*Your assignment:* Reproduce every entry below exactly, minus the pictures.
Provided material START
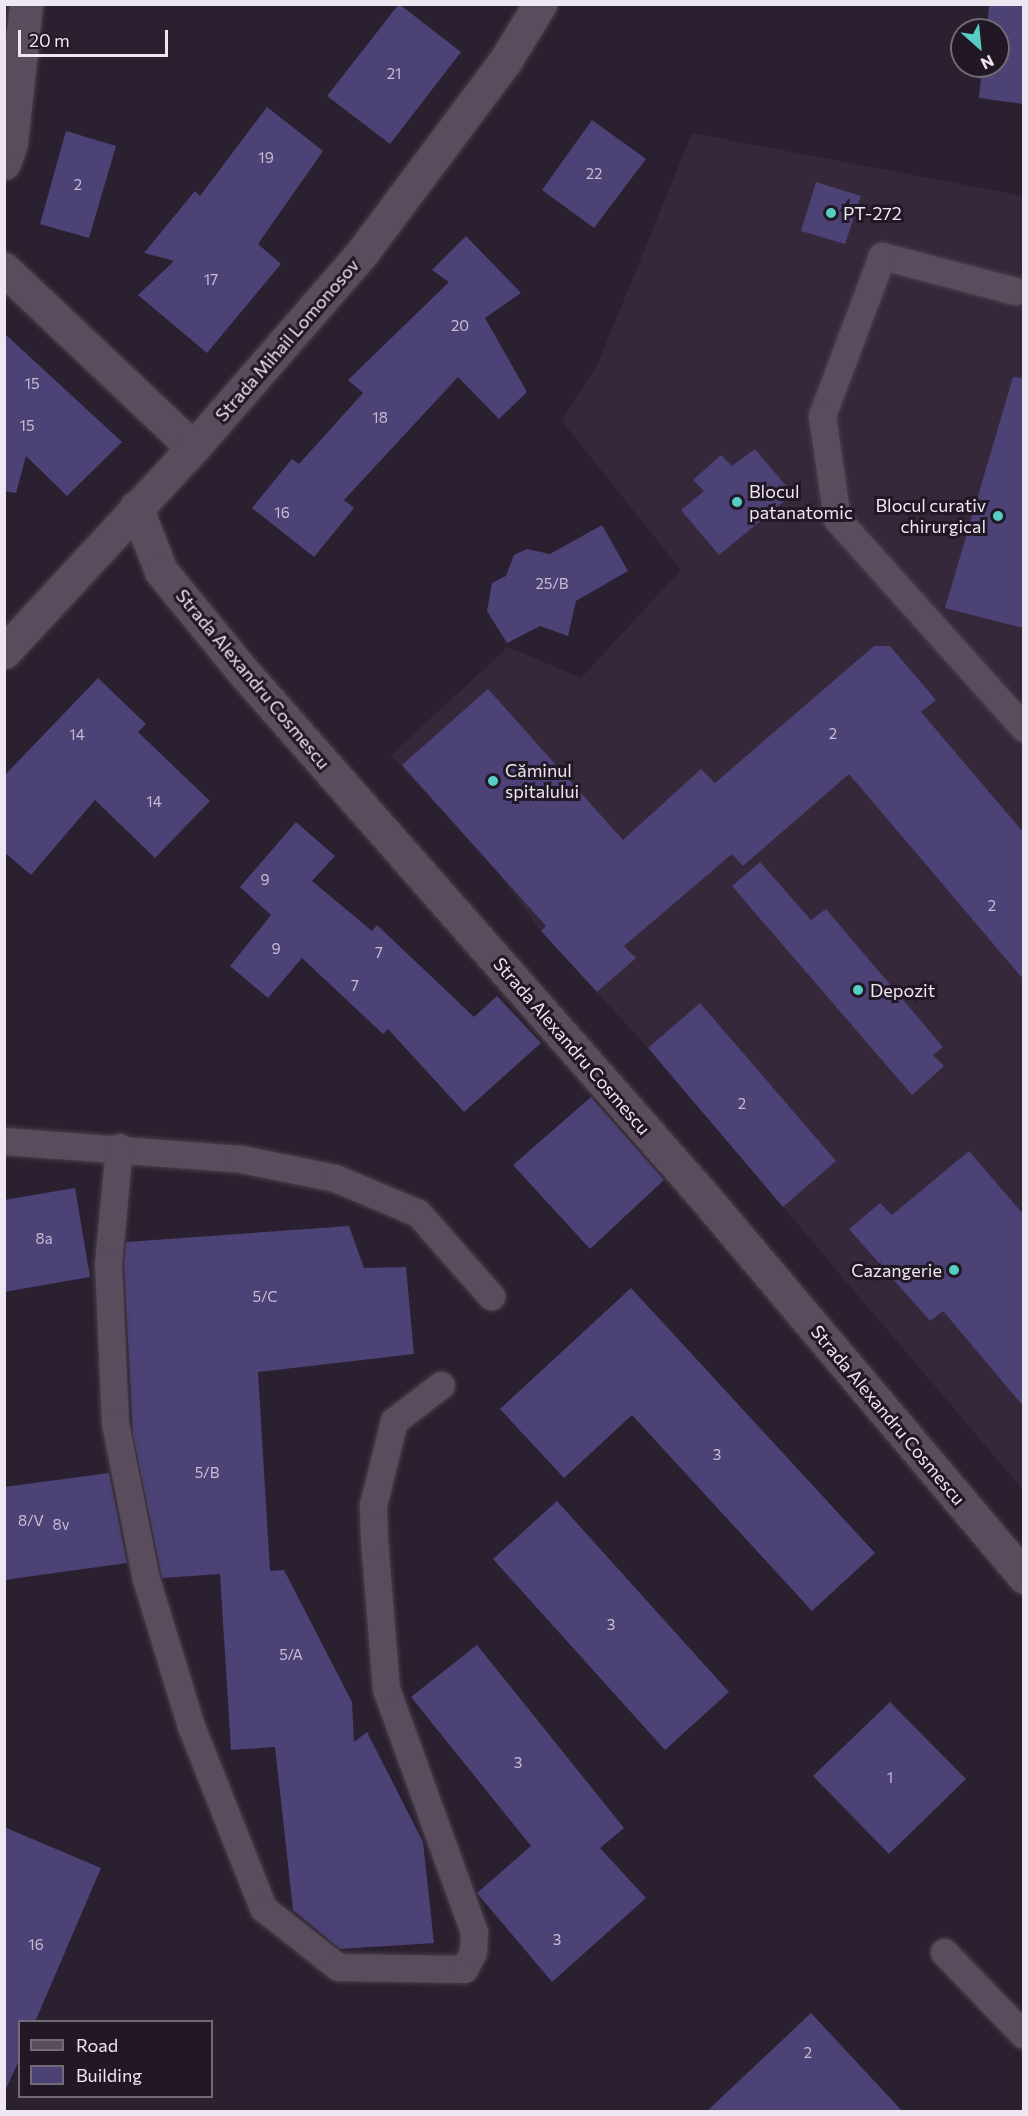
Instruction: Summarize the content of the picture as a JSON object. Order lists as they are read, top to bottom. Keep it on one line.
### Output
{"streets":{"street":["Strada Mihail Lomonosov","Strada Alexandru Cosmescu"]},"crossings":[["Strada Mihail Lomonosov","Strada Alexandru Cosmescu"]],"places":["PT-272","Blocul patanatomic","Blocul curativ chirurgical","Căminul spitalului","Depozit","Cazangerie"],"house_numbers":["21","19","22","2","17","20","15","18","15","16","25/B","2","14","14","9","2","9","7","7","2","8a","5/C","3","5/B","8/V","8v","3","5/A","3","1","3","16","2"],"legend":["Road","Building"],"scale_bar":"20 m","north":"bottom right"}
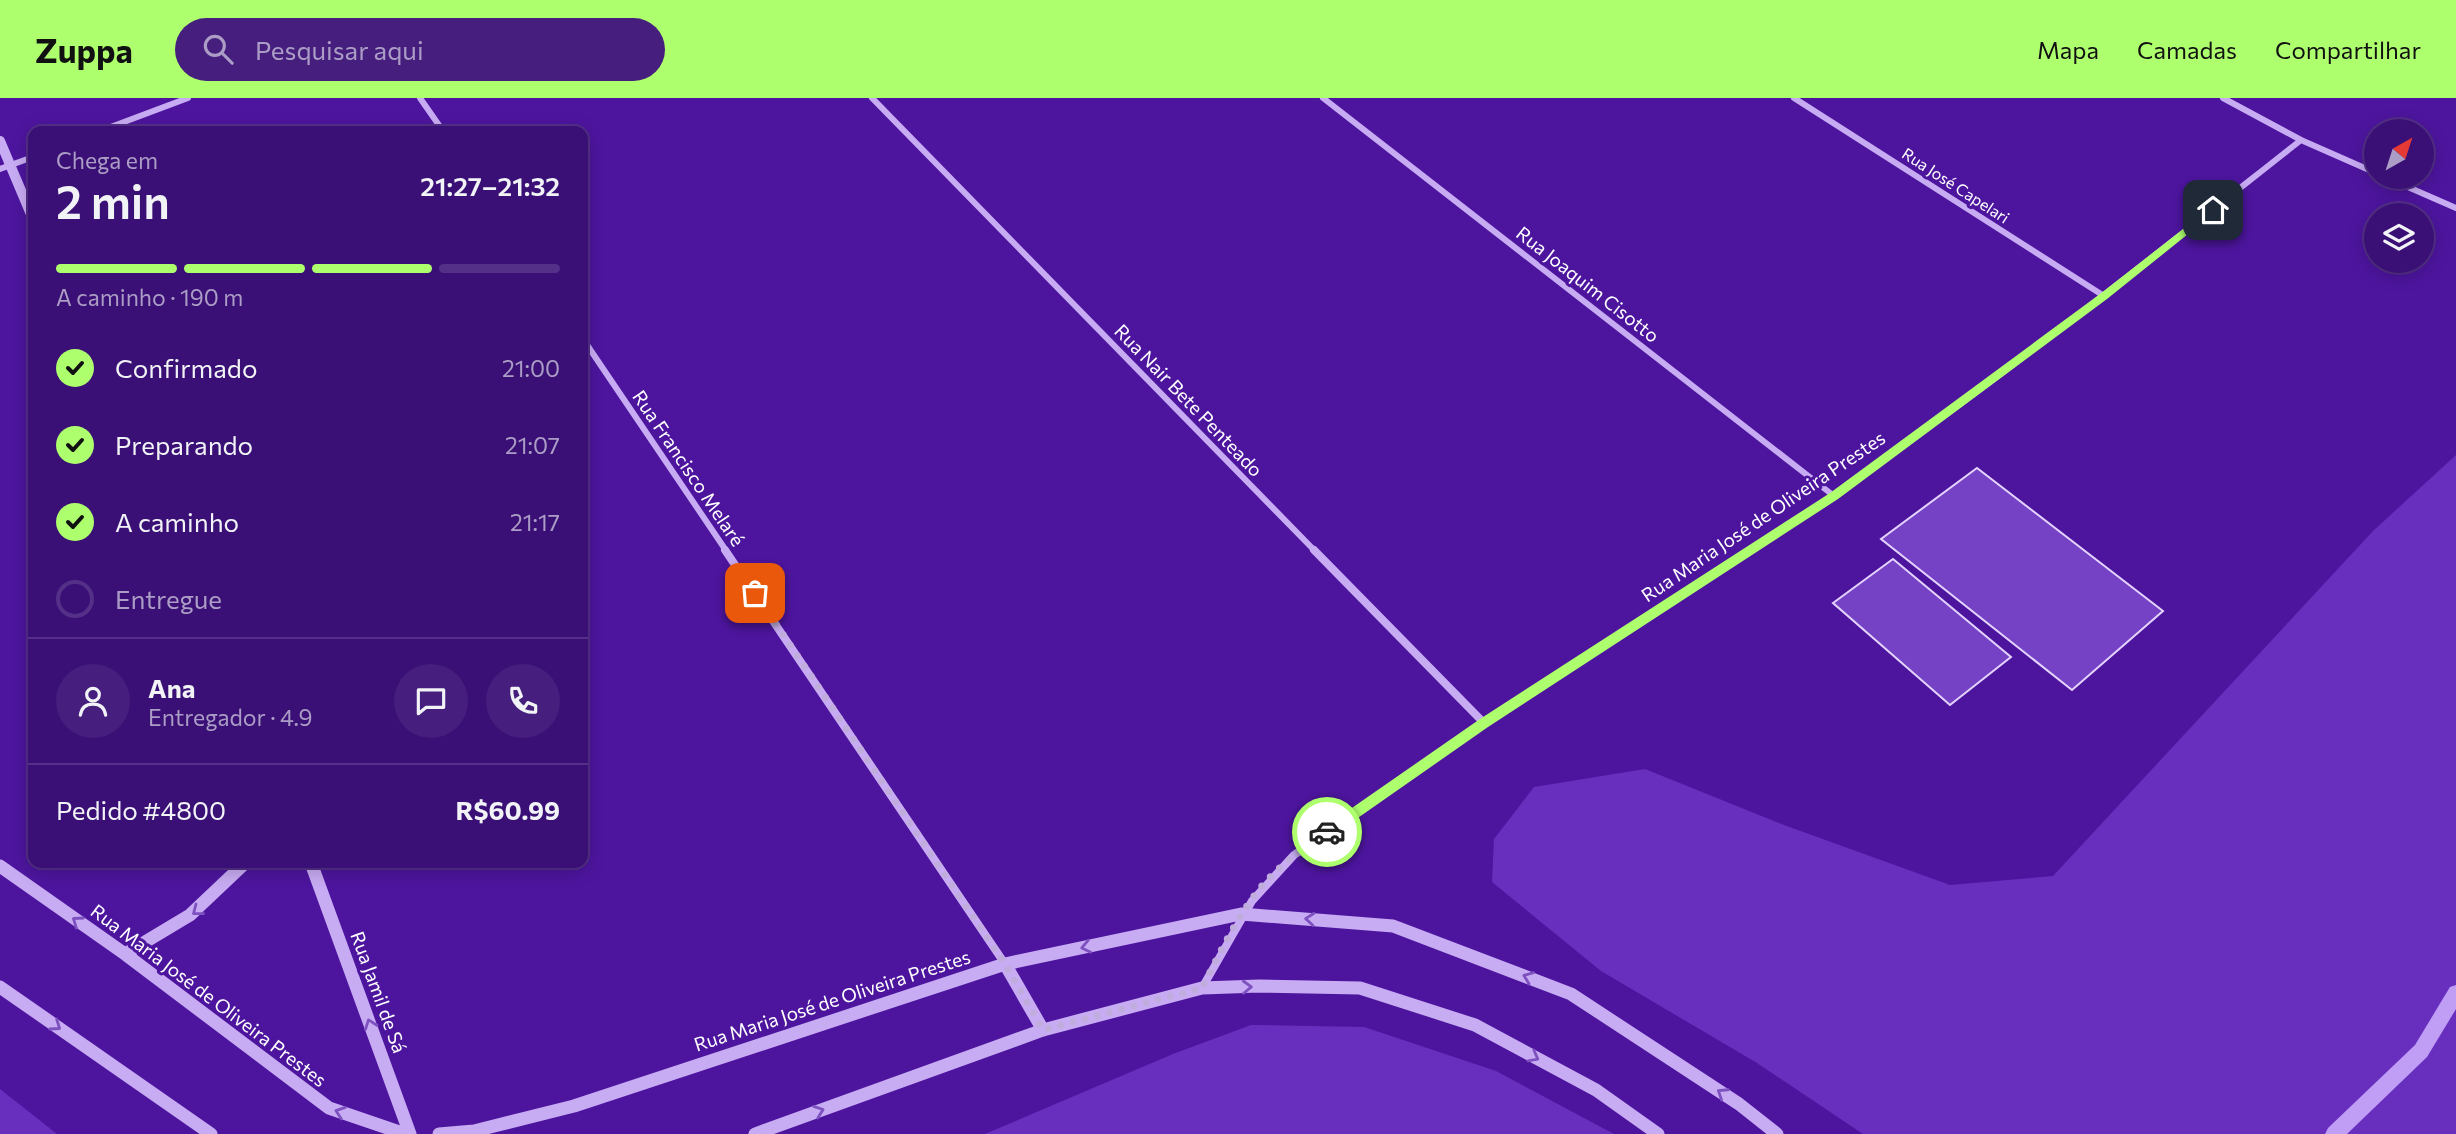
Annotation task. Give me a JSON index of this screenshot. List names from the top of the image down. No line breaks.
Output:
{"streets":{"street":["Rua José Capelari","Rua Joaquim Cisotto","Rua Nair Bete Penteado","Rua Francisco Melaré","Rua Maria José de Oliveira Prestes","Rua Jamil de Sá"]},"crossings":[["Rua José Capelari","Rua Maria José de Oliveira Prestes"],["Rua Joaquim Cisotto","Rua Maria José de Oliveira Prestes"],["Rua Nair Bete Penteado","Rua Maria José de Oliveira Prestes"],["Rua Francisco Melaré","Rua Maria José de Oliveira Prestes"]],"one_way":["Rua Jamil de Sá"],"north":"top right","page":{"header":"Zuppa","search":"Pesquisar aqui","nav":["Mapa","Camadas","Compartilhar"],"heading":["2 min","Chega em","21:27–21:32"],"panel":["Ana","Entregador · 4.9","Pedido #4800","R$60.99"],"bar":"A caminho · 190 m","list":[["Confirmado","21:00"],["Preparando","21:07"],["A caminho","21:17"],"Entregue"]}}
Provided material END
*Solution to this exercise:*
Instruction: Summarize the content of the picture as a JSON object. Order lists as they are read, top to bottom. Keep it on one line.
### Output
{"streets":{"street":["Strada Mihail Lomonosov","Strada Alexandru Cosmescu"]},"crossings":[["Strada Mihail Lomonosov","Strada Alexandru Cosmescu"]],"places":["PT-272","Blocul patanatomic","Blocul curativ chirurgical","Căminul spitalului","Depozit","Cazangerie"],"house_numbers":["21","19","22","2","17","20","15","18","15","16","25/B","2","14","14","9","2","9","7","7","2","8a","5/C","3","5/B","8/V","8v","3","5/A","3","1","3","16","2"],"legend":["Road","Building"],"scale_bar":"20 m","north":"bottom right"}
Annotation task. Give me a JSON index of this screenshot. List names from the top of the image down. No line breaks.
Output:
{"streets":{"street":["Rua José Capelari","Rua Joaquim Cisotto","Rua Nair Bete Penteado","Rua Francisco Melaré","Rua Maria José de Oliveira Prestes","Rua Jamil de Sá"]},"crossings":[["Rua José Capelari","Rua Maria José de Oliveira Prestes"],["Rua Joaquim Cisotto","Rua Maria José de Oliveira Prestes"],["Rua Nair Bete Penteado","Rua Maria José de Oliveira Prestes"],["Rua Francisco Melaré","Rua Maria José de Oliveira Prestes"]],"one_way":["Rua Jamil de Sá"],"north":"top right","page":{"header":"Zuppa","search":"Pesquisar aqui","nav":["Mapa","Camadas","Compartilhar"],"heading":["2 min","Chega em","21:27–21:32"],"panel":["Ana","Entregador · 4.9","Pedido #4800","R$60.99"],"bar":"A caminho · 190 m","list":[["Confirmado","21:00"],["Preparando","21:07"],["A caminho","21:17"],"Entregue"]}}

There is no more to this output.